The VRA is one of the bedrocks of the American voting system. Passed originally in the aftermath of the March at Selma, it aims to keep federal and state elections free of racial and ethnic discrimination.The Act's § 2 covers not only the issuance of ballots to individual voters but drawing of districts and the conduct of voting.



But for a number of states, the act imposes an additional hurdle. In 1975, Congress found that Texas had used a number of tricks over the years to frustrate the political opportunities of Latino and African-American voters. That made Texas a "covered jurisdiction." It can't implement any change in voting procedures or districts unless it receives "preclearance." Either a federal court or the U.S. Department of Justice can decide in advance whether the change has the purpose or effect of restricting minority voters or "diluting" their voting power --for instance, by breaking up minority communities to ensure that they don't have a majority in any one district.


"Unless and until" precleared, the statute says, the change may not take effect. In the majority of cases, that just means the old system remains in place. But that won't work in redistricting cases, particularly in a year ending in 2. The Census every 10 years produces new population figures; those figures must be the basis of new Congressional and legislative districts in the next off-year election. All those districts -- not only for the House but for state legislatures and other elected state bodies -- must be roughly equal in population (the principle of "one person one vote.")

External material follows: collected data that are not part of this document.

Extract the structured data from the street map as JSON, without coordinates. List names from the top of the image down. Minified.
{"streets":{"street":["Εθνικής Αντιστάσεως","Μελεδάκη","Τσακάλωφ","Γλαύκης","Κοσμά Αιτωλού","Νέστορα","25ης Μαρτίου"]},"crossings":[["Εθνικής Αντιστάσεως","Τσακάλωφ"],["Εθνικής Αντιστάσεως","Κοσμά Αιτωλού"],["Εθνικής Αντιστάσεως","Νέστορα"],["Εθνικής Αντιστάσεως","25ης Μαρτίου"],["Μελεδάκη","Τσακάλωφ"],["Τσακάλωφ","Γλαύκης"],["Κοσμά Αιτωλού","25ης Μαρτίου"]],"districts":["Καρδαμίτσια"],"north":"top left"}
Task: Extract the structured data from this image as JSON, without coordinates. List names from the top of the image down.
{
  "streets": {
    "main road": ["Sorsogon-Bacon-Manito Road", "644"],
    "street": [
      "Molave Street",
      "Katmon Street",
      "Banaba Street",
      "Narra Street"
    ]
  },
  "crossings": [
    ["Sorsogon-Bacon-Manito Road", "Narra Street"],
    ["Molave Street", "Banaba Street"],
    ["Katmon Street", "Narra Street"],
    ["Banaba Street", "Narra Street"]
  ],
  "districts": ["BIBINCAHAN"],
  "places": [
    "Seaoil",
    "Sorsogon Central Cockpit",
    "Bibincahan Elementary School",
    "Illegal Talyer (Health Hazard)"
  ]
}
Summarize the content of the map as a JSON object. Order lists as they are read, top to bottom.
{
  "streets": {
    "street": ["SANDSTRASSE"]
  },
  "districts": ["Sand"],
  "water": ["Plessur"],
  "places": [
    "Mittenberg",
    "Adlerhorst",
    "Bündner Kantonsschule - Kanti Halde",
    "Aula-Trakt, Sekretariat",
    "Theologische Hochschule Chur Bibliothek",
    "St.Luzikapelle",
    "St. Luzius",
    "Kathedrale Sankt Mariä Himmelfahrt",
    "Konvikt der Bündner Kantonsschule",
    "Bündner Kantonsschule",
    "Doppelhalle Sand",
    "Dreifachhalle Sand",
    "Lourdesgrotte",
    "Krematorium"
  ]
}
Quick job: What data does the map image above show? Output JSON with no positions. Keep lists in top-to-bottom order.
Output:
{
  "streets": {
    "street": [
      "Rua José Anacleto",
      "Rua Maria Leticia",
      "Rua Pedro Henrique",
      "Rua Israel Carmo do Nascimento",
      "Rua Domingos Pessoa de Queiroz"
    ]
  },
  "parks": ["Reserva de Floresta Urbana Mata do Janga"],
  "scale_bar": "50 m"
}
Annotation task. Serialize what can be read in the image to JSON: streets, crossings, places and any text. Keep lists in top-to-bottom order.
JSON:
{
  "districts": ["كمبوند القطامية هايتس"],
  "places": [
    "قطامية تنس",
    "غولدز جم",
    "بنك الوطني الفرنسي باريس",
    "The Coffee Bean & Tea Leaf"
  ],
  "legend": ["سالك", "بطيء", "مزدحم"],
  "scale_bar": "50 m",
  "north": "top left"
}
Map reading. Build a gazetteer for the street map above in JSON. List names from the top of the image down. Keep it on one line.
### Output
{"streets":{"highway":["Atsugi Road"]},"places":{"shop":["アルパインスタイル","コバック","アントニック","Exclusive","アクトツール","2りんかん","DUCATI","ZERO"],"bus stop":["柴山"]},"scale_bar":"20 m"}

In 2010, Texas scored major population growth, enough to gain the state four new House districts. The legislature, dominated by Republicans, began the tortuous, highly politicized process of redrawing every congressional and legislative district in the state. This process was complete by spring; after considering the plans for a few weeks, Texas Governor Rick Perry signed them. By a bizarre coincidence, the state's enacted plan actually reduced the number of minority "ability to elect" districts, which lean Democratic -- even though most of the state's population growth was among Latinos.
The state didn't submit the plan to the Justice Department (which is required to respond within 60 days). Instead, it asked (as the statute allows) the U.S. District Court for the District of Columbia to "preclear" the plan, a more time-consuming process. Meanwhile, private plaintiffs back in Texas brought suit against the new plan, asking a court to rule that it did violate § 2 of the VRA -- that it intentionally discriminated by race. A federal court usually won't make such a ruling until "preclearance" is complete.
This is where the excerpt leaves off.